»»

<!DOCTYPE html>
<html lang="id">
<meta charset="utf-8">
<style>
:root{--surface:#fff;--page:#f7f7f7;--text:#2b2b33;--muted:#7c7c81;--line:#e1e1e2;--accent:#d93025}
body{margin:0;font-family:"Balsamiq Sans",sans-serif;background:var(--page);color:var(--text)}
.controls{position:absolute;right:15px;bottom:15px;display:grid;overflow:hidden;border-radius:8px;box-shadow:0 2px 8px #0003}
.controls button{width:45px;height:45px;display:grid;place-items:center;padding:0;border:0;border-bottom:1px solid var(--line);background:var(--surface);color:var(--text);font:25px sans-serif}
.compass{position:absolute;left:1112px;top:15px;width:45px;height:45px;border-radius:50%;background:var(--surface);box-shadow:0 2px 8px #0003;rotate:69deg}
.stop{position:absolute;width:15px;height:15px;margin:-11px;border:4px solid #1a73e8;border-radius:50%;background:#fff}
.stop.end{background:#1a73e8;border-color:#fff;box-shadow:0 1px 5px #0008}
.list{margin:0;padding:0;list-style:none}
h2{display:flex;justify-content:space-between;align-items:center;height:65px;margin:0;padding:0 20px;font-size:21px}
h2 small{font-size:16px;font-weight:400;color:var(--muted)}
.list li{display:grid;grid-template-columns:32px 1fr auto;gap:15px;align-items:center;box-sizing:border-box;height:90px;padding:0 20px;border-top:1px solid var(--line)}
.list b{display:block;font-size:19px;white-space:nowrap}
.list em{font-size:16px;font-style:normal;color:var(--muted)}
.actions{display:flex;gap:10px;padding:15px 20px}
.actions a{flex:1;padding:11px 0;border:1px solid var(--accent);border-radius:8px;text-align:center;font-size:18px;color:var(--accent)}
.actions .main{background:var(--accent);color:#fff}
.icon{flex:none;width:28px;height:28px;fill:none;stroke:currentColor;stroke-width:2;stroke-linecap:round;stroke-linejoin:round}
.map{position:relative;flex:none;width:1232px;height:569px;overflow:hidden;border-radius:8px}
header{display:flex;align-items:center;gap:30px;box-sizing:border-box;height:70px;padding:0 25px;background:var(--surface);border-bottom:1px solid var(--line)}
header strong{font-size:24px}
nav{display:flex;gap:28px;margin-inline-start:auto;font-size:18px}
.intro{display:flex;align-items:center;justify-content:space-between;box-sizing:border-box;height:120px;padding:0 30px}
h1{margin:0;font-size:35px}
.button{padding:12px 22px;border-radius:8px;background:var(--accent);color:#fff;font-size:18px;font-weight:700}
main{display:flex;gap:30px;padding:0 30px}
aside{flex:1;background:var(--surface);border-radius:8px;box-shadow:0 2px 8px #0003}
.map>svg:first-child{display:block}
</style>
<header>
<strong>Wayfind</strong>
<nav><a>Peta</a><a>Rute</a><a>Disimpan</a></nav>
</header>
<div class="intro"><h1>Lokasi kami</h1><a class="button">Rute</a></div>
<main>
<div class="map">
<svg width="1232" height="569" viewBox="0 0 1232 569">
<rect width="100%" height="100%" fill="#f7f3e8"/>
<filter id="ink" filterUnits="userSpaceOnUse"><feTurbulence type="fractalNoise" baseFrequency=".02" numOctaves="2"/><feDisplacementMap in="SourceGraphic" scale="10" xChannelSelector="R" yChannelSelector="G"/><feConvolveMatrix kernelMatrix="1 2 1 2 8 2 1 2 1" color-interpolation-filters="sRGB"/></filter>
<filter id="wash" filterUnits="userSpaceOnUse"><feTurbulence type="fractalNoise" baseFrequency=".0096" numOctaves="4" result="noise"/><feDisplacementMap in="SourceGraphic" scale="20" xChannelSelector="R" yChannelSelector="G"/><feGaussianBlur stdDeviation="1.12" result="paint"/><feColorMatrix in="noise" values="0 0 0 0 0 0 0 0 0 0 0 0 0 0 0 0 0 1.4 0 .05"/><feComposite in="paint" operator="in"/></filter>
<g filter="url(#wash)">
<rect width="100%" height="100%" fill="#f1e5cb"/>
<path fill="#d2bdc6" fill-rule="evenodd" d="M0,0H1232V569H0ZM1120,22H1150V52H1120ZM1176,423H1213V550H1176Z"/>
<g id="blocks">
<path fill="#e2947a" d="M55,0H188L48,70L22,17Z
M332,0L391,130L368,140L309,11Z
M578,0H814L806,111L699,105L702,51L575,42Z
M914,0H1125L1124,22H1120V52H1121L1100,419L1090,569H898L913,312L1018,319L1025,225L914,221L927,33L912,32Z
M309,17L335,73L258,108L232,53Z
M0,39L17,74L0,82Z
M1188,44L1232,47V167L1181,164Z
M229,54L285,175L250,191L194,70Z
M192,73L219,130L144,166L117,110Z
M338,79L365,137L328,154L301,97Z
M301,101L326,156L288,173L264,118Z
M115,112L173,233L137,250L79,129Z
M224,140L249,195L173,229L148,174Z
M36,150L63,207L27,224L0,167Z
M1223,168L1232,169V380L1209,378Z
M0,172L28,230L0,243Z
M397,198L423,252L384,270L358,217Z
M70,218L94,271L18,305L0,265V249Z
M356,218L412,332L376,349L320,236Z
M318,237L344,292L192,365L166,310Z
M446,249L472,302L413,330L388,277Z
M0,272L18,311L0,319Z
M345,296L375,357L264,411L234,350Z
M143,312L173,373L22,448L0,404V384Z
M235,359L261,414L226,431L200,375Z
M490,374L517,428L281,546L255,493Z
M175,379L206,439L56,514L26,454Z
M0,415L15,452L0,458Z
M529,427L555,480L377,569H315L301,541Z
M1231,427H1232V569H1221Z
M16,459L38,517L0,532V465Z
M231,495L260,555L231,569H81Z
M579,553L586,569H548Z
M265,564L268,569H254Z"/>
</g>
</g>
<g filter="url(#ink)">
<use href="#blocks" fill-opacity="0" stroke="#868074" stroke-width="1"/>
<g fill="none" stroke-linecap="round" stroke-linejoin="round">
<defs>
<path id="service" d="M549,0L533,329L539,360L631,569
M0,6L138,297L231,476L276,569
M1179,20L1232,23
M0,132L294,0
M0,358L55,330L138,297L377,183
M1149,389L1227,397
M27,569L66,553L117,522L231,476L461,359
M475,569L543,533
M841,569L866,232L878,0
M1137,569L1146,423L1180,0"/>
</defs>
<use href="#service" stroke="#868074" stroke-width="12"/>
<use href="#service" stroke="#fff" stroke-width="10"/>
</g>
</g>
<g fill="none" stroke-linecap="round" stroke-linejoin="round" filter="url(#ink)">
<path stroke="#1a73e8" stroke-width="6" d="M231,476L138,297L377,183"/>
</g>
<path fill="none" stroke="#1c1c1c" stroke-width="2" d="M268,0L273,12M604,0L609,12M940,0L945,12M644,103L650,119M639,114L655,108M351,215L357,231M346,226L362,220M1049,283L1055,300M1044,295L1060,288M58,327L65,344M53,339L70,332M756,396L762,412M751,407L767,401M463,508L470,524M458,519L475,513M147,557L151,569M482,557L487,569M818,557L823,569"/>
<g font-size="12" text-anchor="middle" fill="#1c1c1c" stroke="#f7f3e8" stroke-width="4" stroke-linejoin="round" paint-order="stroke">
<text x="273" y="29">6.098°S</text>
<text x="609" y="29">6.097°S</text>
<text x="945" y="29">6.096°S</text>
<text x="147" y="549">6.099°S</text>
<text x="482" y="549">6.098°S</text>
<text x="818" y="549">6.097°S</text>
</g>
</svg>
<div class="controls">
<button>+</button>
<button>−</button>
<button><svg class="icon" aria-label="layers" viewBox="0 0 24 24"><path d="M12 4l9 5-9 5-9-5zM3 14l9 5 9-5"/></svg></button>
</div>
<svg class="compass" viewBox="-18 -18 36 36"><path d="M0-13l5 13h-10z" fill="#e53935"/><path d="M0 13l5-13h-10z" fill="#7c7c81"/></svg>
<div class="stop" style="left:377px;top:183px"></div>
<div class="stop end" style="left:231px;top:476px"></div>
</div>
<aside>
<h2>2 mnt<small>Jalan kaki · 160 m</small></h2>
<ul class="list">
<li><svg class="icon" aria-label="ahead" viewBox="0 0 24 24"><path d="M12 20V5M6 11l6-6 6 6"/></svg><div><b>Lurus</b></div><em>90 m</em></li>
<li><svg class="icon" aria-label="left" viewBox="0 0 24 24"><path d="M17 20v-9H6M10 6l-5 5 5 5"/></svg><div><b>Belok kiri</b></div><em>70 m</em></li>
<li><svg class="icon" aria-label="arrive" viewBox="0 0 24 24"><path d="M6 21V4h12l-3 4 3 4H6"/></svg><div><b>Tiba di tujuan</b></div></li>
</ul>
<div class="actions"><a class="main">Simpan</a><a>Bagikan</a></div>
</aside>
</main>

««
»»

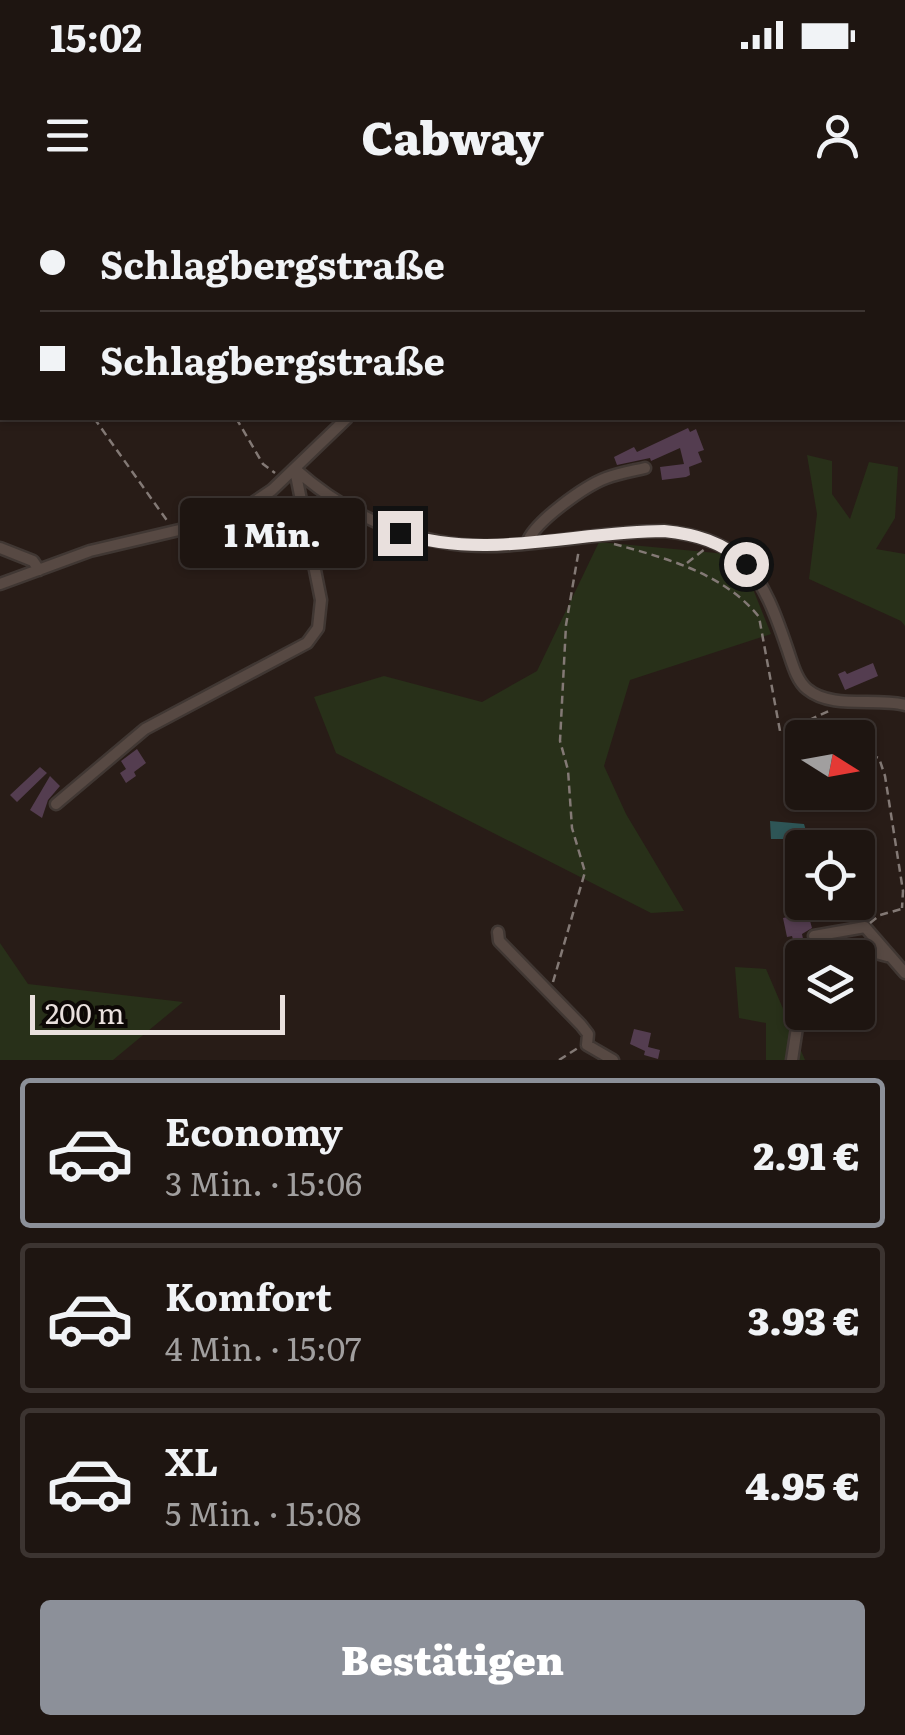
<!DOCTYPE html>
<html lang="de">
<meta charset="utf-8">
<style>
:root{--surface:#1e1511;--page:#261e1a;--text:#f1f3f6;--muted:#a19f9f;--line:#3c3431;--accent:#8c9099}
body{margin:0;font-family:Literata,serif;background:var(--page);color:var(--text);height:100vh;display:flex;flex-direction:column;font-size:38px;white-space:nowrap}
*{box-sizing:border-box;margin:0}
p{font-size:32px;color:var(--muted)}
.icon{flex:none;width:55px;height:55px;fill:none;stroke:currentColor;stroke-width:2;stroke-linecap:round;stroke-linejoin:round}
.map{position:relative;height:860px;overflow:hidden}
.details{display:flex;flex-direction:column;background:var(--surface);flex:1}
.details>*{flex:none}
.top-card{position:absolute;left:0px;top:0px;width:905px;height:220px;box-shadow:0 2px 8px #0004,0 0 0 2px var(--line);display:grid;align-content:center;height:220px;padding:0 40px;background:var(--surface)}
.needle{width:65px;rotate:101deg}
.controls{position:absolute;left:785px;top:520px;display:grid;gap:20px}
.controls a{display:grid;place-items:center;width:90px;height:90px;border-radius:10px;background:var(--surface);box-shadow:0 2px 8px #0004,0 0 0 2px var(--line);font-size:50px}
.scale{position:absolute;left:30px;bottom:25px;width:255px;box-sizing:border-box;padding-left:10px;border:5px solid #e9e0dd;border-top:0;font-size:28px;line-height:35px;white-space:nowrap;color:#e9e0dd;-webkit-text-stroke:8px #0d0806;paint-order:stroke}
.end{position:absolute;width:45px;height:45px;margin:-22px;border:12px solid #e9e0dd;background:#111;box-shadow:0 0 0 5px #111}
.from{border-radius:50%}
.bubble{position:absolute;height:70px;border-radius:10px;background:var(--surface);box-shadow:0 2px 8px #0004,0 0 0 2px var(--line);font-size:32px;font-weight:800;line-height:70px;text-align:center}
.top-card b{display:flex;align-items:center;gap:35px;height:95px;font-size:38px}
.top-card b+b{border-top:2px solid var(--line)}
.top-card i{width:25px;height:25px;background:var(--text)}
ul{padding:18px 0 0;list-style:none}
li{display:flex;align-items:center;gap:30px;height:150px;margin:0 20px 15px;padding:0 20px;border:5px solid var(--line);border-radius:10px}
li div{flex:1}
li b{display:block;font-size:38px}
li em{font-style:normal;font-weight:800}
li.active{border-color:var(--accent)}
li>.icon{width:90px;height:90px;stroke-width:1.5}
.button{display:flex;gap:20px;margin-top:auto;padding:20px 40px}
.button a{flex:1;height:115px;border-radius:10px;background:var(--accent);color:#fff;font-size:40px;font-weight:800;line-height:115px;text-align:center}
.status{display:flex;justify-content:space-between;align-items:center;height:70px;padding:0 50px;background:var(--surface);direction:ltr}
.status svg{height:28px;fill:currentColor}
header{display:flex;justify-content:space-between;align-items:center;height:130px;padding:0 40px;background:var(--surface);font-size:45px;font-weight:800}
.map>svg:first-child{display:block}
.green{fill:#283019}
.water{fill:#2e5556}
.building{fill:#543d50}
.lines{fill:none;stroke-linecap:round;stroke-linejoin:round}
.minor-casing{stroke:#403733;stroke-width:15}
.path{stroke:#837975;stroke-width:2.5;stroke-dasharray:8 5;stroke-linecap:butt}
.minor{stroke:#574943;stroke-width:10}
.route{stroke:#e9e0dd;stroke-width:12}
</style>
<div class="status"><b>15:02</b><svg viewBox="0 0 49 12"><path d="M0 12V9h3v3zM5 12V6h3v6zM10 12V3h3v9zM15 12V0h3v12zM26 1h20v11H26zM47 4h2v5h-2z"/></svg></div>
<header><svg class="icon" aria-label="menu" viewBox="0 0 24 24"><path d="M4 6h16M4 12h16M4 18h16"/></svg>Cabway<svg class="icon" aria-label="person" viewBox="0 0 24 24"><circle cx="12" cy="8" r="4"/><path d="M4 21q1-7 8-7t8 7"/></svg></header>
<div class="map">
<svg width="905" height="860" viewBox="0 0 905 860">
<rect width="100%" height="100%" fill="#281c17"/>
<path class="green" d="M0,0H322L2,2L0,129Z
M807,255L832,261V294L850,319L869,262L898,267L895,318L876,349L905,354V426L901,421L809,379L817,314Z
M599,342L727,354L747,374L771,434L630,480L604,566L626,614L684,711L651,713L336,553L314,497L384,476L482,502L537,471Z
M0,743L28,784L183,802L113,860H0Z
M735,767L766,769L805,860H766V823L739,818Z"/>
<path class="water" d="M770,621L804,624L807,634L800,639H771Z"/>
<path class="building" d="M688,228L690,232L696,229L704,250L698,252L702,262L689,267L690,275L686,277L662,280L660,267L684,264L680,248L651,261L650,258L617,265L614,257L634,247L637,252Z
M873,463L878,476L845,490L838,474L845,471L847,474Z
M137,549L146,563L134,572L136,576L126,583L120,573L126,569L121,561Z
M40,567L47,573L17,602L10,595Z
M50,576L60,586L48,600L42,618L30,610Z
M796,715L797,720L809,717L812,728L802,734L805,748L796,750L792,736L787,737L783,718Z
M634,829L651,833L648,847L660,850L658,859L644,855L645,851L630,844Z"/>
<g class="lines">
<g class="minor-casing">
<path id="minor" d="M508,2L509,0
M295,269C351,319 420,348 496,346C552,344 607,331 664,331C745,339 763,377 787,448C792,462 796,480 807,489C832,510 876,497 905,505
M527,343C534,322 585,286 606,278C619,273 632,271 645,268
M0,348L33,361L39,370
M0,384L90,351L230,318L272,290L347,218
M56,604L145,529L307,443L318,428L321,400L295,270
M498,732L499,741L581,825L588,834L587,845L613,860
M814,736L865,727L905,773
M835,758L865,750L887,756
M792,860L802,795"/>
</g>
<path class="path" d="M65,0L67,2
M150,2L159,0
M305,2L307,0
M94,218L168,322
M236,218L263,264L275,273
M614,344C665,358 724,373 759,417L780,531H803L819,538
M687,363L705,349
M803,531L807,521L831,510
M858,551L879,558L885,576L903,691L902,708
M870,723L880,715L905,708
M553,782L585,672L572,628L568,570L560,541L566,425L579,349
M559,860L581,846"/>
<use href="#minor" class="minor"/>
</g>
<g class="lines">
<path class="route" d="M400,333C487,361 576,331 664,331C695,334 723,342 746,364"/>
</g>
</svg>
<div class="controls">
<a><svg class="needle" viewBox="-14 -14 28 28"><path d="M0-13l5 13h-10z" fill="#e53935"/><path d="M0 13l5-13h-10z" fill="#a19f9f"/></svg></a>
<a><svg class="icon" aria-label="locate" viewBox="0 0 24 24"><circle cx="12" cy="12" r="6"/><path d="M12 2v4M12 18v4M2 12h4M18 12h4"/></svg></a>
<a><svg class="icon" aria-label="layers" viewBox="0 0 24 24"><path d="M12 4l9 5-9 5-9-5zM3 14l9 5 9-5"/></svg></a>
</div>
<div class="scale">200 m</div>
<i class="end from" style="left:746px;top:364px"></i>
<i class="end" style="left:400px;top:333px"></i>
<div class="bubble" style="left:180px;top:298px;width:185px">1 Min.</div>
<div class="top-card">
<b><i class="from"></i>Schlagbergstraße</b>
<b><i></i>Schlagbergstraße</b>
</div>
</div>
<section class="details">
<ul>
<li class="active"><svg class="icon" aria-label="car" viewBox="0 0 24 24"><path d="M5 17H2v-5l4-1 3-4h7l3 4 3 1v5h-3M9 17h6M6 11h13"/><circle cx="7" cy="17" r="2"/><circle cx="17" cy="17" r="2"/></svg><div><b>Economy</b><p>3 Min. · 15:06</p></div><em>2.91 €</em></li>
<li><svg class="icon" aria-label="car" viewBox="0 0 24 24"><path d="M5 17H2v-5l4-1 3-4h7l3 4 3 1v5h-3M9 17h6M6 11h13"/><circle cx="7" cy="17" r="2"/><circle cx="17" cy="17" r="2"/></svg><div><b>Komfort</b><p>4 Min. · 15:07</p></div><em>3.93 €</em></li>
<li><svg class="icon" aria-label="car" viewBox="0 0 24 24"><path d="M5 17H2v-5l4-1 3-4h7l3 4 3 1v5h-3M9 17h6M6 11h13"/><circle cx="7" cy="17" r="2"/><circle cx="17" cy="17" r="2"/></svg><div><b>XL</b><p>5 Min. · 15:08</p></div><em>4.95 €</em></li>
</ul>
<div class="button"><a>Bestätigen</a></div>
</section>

««

> **Task description**: Go line by line through the material and count the lines holding the word "normal". State only the total.

> **Answer**: 2